Complications Of Prophylaxis
Bleeding:
The primary complication of pharmacological prophylaxis
Can range from minor bruising to life-threatening hemorrhage
Close monitoring for signs of bleeding is essential.
Hematoma:
Injection site hematomas are common with subcutaneous injections
Proper technique and pressure application can minimize this.
Skin Necrosis:
Rare complication associated with heparin use, particularly in patients with heparin-induced thrombocytopenia (HIT).

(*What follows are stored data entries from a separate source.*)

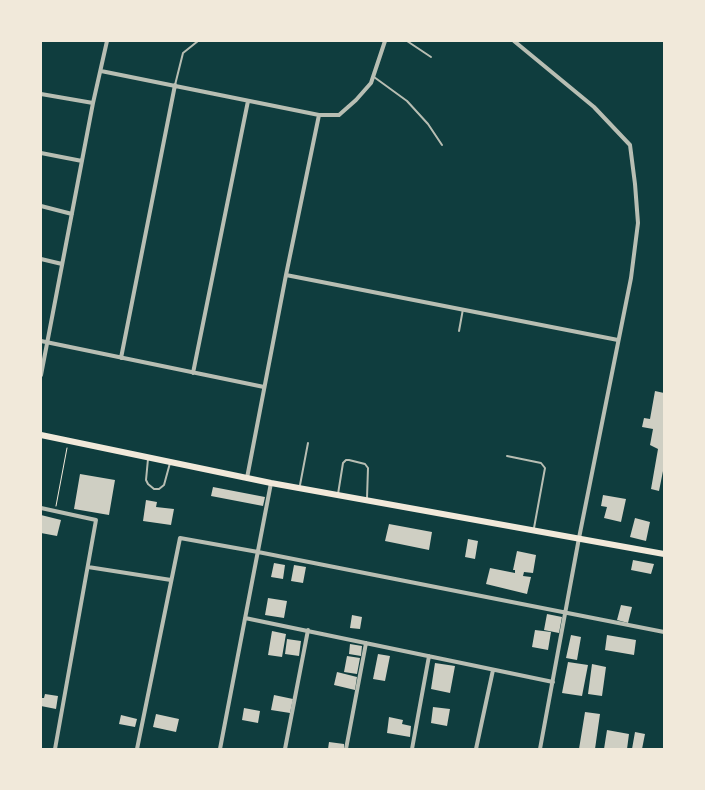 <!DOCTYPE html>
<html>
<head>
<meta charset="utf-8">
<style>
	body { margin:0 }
	#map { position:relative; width:705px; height:790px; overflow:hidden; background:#0f3d3e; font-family:"Public Sans",sans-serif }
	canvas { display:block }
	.frame { position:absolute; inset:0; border:42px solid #f1e9da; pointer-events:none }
</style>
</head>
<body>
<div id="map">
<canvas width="705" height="790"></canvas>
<div class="frame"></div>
</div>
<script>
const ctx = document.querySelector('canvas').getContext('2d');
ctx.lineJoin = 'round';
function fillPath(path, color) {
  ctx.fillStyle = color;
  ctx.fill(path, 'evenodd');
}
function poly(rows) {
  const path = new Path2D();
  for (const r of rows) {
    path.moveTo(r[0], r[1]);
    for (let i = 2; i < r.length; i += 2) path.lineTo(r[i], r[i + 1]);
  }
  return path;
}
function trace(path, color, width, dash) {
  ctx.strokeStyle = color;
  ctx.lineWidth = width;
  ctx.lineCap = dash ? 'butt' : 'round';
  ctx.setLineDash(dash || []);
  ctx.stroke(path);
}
fillPath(poly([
	[655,391,664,393,664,466,659,491,651,489,658,449,650,445,653,429,642,427,644,418,650,419],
	[80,474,115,480,109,515,74,509],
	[213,487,265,497,263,506,211,496],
	[603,495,626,499,621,522,604,518,607,507,601,506],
	[146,500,157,502,156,507,174,509,171,525,143,521],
	[41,515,61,520,57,536,41,533],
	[635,518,650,522,646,541,630,537],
	[389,524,432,532,429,550,385,541],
	[468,539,478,541,475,559,465,557],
	[517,551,536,555,533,573,524,572,523,576,531,577,527,594,486,584,490,568,515,573,515,570,513,570],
	[633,560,654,564,651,574,631,570],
	[274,563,285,565,283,579,271,577],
	[294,565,306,567,303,583,291,581],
	[268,598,287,601,284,618,265,615],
	[621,605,632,607,628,623,617,620],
	[547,614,562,617,559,633,544,630],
	[352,615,362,617,360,629,350,628],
	[535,630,551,632,548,650,532,647],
	[272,631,286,634,282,657,268,655],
	[571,635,581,637,577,660,566,658],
	[607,635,636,640,634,655,605,650],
	[287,639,301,641,299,656,285,654],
	[350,644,362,646,361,656,349,654],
	[378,654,390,656,385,681,373,679],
	[347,656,360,658,357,674,344,672],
	[568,662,588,665,582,696,562,693],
	[435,663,455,666,450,693,431,689],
	[592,664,606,667,602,696,588,694],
	[337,672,357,677,355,690,334,685],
	[45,694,58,696,56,709,41,706,41,698,44,698],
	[274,695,293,699,290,713,271,710],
	[433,707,450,709,447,726,431,723],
	[244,708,260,711,258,723,242,720],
	[585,712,600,714,595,749,579,749],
	[156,714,179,719,176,732,153,727],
	[121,715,137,719,135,727,119,724],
	[389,717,403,720,402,724,411,726,410,737,387,733],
	[607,730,629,734,627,749,604,749],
	[635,732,645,734,642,749,632,749],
	[329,742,344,744,344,749,328,749]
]), '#cfcfc3');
trace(poly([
	[56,506,67,448]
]), '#f1e9da', 1);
trace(poly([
	[407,41,431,57],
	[374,77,407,101,428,124,442,145],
	[175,85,183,53,198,41],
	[459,331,463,309],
	[507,456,541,463,545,468,534,528],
	[148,459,146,480,148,484,154,489,159,489,164,485,170,463],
	[300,485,308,443],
	[338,494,343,463,346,460,349,460,365,464,368,468,367,498]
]), '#b8beb3', 2);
trace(poly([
	[514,41,594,107,630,145,635,184,638,223,631,278,579,538,540,749],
	[101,71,319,115,339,115,356,100,371,83,385,41],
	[41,94,93,103],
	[41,153,82,161],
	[41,206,72,214],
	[41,259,62,264],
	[286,275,618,340],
	[41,341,264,387],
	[121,358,175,85],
	[193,373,248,101],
	[41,375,93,103,107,41],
	[247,478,286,275,319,115],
	[41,508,96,520,55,749],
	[88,567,171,580],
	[245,618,553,682],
	[137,749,180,538,258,552,664,632],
	[220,749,271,483],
	[285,749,308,630],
	[346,749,366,643],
	[412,749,429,656],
	[476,749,493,670]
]), '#b8beb3', 4);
trace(poly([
	[41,435,271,483,664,554]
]), '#f1e9da', 6);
</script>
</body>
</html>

Discomfort And Compliance:
Mechanical devices can be uncomfortable, leading to poor patient compliance
GCS can be hot and difficult to wear
Patient education is vital.
Key Points
Exam Focus:
Understand the risk stratification tools (Caprini score), indications for different types of prophylaxis (pharmacological vs
mechanical), common drug choices (LMWH, UFH), dosages, and duration of therapy
Be aware of contraindications and management of bleeding complications.
Clinical Pearls:
Always tailor prophylaxis to the individual patient's risk factors and potential for bleeding
For patients with renal impairment, consider UFH or DOACs
Discuss VTE prophylaxis with the surgical team and anesthesia early in the perioperative period.
Common Mistakes:
Underestimating VTE risk in specific surgical procedures or patient populations
Inadequate duration of prophylaxis
Failure to adjust doses in renal impairment
Not considering mechanical prophylaxis in patients with contraindications to anticoagulation.